══ Given information ══
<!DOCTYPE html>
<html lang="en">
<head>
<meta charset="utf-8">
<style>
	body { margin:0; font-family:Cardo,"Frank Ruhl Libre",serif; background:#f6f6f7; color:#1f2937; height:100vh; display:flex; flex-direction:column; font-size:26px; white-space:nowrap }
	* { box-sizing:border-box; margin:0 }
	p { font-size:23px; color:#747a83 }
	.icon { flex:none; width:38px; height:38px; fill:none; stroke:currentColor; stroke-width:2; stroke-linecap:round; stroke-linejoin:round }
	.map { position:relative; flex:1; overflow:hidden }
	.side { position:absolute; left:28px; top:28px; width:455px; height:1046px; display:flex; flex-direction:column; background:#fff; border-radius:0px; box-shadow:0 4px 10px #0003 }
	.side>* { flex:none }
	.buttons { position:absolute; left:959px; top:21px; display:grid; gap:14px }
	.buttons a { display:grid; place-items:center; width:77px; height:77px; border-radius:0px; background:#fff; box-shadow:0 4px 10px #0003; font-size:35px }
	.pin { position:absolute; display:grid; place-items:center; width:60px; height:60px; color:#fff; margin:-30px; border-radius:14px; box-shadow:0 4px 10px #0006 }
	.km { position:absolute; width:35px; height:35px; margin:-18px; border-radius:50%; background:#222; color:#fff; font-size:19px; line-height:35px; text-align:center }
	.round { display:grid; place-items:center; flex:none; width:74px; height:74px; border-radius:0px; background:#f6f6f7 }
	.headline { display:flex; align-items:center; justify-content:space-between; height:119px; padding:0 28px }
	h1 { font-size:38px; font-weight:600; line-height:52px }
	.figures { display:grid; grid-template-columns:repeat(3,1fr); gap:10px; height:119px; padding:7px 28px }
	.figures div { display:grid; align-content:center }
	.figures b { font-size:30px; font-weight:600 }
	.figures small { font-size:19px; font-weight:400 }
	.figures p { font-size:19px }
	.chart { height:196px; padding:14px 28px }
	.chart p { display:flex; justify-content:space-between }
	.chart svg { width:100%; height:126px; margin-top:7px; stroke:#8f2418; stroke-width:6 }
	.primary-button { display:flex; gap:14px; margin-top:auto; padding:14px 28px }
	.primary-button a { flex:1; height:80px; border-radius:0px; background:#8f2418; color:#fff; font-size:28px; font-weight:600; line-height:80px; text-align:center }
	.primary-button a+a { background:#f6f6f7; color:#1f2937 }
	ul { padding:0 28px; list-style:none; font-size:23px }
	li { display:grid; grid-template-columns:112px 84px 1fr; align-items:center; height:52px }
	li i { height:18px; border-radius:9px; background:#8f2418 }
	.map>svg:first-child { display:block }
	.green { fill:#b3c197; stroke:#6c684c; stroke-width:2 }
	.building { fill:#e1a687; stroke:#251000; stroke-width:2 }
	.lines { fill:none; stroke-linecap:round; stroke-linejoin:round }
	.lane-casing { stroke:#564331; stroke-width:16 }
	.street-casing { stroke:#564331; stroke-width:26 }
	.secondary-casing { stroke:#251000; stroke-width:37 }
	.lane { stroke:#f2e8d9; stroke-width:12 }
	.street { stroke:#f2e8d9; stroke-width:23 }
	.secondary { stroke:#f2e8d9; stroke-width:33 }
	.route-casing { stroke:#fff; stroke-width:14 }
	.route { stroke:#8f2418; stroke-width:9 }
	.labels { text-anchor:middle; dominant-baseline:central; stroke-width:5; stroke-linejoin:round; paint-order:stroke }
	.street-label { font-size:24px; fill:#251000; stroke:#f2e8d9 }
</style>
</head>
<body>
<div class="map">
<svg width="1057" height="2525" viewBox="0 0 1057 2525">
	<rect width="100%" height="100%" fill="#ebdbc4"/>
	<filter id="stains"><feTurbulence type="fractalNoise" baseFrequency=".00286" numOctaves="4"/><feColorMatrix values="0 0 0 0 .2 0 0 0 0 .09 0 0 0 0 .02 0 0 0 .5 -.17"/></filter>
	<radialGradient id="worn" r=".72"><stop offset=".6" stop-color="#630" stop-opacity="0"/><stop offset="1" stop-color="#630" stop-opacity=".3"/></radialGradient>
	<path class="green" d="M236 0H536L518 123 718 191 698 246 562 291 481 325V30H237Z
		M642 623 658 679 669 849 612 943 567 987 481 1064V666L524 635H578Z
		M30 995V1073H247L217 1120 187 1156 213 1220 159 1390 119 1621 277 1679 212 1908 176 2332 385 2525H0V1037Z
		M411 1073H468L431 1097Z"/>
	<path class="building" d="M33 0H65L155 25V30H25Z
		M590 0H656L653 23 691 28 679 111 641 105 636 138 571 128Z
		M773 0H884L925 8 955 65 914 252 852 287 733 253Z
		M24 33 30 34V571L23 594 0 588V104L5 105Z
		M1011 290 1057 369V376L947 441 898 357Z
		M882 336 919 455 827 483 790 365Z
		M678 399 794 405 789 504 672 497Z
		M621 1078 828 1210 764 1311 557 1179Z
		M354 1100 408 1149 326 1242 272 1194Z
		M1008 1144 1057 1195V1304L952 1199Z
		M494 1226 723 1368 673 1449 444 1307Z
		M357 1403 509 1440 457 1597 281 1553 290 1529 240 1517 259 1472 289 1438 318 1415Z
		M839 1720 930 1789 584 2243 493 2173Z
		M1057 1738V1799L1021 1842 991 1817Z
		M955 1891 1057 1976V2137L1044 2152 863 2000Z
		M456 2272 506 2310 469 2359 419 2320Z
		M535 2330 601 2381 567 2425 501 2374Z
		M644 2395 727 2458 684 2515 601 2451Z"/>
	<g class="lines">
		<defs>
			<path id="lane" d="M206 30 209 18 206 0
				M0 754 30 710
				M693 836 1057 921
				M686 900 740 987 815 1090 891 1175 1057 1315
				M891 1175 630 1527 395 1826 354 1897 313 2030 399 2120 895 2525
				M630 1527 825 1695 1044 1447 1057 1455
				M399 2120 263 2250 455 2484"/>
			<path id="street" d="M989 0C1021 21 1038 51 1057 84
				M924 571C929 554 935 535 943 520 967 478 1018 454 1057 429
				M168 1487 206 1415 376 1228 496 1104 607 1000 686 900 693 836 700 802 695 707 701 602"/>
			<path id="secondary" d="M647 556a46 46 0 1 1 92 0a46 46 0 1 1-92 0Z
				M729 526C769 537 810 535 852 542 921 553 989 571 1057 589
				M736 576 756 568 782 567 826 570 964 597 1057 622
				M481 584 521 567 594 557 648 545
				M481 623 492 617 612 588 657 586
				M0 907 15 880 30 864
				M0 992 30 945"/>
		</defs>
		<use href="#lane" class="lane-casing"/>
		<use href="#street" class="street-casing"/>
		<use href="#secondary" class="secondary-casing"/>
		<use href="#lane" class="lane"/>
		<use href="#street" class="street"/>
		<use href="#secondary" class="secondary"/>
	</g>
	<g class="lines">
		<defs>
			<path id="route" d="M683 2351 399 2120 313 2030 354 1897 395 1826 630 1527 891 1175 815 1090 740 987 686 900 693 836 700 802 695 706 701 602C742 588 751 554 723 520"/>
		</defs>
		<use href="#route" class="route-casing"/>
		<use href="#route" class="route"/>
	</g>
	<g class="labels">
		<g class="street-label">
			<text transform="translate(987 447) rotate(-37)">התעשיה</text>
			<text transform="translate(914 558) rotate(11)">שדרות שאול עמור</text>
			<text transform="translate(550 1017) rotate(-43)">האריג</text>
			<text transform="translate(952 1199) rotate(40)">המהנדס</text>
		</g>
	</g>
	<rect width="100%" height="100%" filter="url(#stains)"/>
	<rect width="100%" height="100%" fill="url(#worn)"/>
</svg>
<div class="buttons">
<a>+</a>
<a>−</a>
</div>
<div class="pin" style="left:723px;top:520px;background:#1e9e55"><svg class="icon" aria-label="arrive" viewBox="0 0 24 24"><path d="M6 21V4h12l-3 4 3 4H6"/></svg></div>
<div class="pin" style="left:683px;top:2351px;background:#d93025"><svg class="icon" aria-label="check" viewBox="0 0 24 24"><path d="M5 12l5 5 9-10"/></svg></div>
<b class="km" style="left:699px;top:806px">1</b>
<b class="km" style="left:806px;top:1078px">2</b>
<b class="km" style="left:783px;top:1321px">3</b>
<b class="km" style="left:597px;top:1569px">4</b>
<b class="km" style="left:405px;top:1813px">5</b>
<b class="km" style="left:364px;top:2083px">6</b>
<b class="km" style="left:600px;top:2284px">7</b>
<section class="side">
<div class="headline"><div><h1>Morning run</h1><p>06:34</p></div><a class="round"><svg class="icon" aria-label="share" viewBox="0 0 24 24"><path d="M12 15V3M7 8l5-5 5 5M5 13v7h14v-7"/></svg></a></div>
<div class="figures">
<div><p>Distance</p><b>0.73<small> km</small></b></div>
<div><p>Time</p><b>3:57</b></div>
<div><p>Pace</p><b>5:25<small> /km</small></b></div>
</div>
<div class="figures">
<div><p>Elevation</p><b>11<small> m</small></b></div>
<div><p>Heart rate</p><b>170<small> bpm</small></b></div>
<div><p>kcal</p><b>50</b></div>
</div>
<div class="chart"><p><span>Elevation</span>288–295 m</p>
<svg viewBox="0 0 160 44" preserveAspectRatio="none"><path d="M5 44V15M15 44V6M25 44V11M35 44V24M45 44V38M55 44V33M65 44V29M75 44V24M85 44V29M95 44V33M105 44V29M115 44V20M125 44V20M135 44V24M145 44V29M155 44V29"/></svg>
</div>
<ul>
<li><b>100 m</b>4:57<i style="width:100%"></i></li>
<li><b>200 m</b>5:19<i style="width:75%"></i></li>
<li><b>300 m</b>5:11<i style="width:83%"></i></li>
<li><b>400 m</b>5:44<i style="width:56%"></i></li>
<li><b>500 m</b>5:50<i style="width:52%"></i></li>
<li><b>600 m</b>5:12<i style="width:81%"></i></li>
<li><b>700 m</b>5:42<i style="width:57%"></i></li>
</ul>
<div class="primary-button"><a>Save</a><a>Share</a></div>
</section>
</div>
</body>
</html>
═══
══ Given information ══
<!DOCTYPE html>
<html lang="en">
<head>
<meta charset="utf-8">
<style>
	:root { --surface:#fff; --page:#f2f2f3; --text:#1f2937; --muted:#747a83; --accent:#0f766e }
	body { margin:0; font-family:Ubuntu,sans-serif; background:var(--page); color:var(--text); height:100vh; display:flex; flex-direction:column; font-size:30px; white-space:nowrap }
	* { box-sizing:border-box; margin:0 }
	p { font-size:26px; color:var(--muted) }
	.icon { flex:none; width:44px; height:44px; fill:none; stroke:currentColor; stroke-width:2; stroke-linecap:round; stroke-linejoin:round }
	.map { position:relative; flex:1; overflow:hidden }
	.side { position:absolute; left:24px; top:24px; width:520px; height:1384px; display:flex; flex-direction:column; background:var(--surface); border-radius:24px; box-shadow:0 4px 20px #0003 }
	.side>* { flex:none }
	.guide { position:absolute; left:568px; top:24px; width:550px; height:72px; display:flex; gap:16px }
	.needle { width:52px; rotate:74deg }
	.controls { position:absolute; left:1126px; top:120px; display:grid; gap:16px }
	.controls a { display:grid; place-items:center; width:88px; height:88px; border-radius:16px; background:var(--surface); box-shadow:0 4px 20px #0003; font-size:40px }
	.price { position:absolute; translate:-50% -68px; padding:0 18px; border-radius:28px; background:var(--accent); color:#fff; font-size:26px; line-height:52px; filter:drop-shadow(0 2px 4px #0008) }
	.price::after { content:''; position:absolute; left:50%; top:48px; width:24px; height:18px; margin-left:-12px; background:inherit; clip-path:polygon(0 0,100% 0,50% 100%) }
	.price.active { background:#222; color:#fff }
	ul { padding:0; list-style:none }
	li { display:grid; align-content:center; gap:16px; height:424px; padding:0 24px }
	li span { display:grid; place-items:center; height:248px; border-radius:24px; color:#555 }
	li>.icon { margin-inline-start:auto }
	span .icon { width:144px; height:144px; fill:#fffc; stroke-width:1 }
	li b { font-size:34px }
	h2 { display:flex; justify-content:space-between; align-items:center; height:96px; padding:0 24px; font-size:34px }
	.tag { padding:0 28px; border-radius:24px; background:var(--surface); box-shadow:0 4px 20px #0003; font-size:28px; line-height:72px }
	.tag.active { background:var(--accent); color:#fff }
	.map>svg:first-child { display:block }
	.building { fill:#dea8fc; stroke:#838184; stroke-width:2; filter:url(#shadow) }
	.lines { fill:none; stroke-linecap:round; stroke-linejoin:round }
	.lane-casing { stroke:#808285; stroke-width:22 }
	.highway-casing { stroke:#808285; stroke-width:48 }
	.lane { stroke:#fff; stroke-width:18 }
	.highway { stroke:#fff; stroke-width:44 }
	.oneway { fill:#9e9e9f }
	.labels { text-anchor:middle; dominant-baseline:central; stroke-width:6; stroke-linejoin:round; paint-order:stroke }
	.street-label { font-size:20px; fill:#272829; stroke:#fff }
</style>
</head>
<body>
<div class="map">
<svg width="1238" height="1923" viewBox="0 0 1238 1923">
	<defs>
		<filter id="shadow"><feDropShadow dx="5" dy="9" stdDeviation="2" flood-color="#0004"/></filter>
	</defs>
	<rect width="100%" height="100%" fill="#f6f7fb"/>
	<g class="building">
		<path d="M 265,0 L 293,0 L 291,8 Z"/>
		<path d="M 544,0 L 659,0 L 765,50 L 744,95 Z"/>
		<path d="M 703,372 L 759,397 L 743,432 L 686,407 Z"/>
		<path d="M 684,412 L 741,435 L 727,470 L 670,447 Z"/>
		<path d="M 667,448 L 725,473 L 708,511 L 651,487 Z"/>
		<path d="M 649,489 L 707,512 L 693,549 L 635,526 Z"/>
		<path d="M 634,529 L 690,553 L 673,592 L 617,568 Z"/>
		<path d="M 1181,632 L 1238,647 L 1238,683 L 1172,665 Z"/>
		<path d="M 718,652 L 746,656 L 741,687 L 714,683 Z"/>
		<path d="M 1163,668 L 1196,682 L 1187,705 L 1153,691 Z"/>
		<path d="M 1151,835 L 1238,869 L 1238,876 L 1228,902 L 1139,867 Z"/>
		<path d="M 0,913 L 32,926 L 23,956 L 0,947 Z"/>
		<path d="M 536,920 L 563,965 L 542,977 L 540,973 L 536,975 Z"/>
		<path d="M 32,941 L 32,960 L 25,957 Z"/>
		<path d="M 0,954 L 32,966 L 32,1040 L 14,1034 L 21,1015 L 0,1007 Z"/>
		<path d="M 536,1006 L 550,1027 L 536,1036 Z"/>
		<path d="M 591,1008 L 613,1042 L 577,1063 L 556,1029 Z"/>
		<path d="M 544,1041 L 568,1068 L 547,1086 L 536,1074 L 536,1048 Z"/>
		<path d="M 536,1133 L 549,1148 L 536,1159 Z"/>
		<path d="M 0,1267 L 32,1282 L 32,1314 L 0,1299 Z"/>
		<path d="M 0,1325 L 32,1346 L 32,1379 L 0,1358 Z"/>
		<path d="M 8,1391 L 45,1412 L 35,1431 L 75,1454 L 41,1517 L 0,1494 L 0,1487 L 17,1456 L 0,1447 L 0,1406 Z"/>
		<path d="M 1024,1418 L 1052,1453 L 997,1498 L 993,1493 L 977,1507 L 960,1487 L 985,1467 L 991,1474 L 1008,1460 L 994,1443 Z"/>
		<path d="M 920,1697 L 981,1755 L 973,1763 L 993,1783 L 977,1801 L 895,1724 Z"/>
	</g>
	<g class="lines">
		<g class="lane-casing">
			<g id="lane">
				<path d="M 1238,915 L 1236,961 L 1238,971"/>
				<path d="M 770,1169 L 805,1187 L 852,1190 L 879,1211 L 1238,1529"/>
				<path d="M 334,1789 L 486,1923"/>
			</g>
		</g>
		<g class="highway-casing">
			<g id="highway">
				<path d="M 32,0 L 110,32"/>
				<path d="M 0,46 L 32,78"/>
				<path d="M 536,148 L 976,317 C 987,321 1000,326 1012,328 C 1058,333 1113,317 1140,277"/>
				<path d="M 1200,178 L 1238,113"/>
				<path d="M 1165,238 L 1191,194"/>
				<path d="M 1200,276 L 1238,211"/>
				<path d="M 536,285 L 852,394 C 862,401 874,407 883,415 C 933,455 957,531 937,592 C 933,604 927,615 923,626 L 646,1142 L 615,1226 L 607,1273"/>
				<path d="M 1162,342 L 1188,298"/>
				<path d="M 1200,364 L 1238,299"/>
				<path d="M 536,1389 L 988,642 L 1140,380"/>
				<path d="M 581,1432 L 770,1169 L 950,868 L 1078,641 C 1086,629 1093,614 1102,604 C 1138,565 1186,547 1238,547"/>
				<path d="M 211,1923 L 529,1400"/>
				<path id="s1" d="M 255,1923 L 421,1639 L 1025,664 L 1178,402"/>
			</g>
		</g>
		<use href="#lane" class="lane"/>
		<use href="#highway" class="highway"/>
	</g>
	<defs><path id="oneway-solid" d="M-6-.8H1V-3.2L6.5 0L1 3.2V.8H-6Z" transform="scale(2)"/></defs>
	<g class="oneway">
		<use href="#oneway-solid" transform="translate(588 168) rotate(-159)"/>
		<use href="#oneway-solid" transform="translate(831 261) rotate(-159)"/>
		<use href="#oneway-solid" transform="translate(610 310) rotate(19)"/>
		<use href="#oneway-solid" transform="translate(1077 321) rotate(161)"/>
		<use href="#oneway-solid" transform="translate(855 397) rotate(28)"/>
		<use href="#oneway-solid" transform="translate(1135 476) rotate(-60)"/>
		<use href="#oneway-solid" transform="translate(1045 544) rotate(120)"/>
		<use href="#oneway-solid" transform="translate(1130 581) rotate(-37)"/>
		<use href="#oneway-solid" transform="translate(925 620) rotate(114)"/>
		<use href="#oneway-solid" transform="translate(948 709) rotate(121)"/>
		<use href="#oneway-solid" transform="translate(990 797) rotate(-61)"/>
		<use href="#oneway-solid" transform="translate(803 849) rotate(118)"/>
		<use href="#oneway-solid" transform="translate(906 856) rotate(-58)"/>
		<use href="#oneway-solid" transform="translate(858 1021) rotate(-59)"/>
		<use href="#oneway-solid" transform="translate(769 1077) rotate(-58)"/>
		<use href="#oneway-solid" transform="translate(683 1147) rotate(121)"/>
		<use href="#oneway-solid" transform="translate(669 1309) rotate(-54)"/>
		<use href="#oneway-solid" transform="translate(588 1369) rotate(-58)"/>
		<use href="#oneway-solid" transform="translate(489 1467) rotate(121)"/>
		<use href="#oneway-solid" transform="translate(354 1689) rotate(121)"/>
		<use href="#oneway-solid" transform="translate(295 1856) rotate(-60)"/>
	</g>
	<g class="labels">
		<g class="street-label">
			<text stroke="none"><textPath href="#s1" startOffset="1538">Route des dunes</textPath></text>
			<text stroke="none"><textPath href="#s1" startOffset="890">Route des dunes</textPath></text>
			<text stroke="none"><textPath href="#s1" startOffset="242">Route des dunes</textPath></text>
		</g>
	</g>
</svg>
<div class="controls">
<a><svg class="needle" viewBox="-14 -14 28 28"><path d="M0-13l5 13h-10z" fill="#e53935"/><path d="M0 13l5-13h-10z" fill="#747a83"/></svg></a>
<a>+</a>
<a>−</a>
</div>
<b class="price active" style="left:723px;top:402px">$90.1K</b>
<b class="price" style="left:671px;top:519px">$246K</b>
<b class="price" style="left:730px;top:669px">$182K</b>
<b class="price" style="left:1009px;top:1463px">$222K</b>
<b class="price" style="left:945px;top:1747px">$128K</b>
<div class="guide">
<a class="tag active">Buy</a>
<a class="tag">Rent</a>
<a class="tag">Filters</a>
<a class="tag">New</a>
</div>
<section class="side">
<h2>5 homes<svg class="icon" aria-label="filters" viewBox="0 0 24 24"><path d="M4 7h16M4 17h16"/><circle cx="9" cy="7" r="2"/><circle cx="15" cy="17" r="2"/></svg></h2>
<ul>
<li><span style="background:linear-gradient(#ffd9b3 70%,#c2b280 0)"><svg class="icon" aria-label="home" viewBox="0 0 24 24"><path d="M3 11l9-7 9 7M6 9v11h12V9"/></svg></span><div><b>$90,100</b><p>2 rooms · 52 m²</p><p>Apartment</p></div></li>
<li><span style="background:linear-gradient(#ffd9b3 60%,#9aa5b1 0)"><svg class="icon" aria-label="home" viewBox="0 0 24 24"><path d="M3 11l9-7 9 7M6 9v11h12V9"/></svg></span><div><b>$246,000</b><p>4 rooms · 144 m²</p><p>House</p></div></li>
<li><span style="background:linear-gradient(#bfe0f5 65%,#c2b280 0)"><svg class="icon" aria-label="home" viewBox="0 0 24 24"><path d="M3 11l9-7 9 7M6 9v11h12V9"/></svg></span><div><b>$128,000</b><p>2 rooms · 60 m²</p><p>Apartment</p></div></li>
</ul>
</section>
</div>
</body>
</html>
═══
» **Problem details**
Search the entries for the word "Elevation", then list each line that holds it.

» **Reply to the task**
<div><p>Elevation</p><b>11<small> m</small></b></div>
<div class="chart"><p><span>Elevation</span>288–295 m</p>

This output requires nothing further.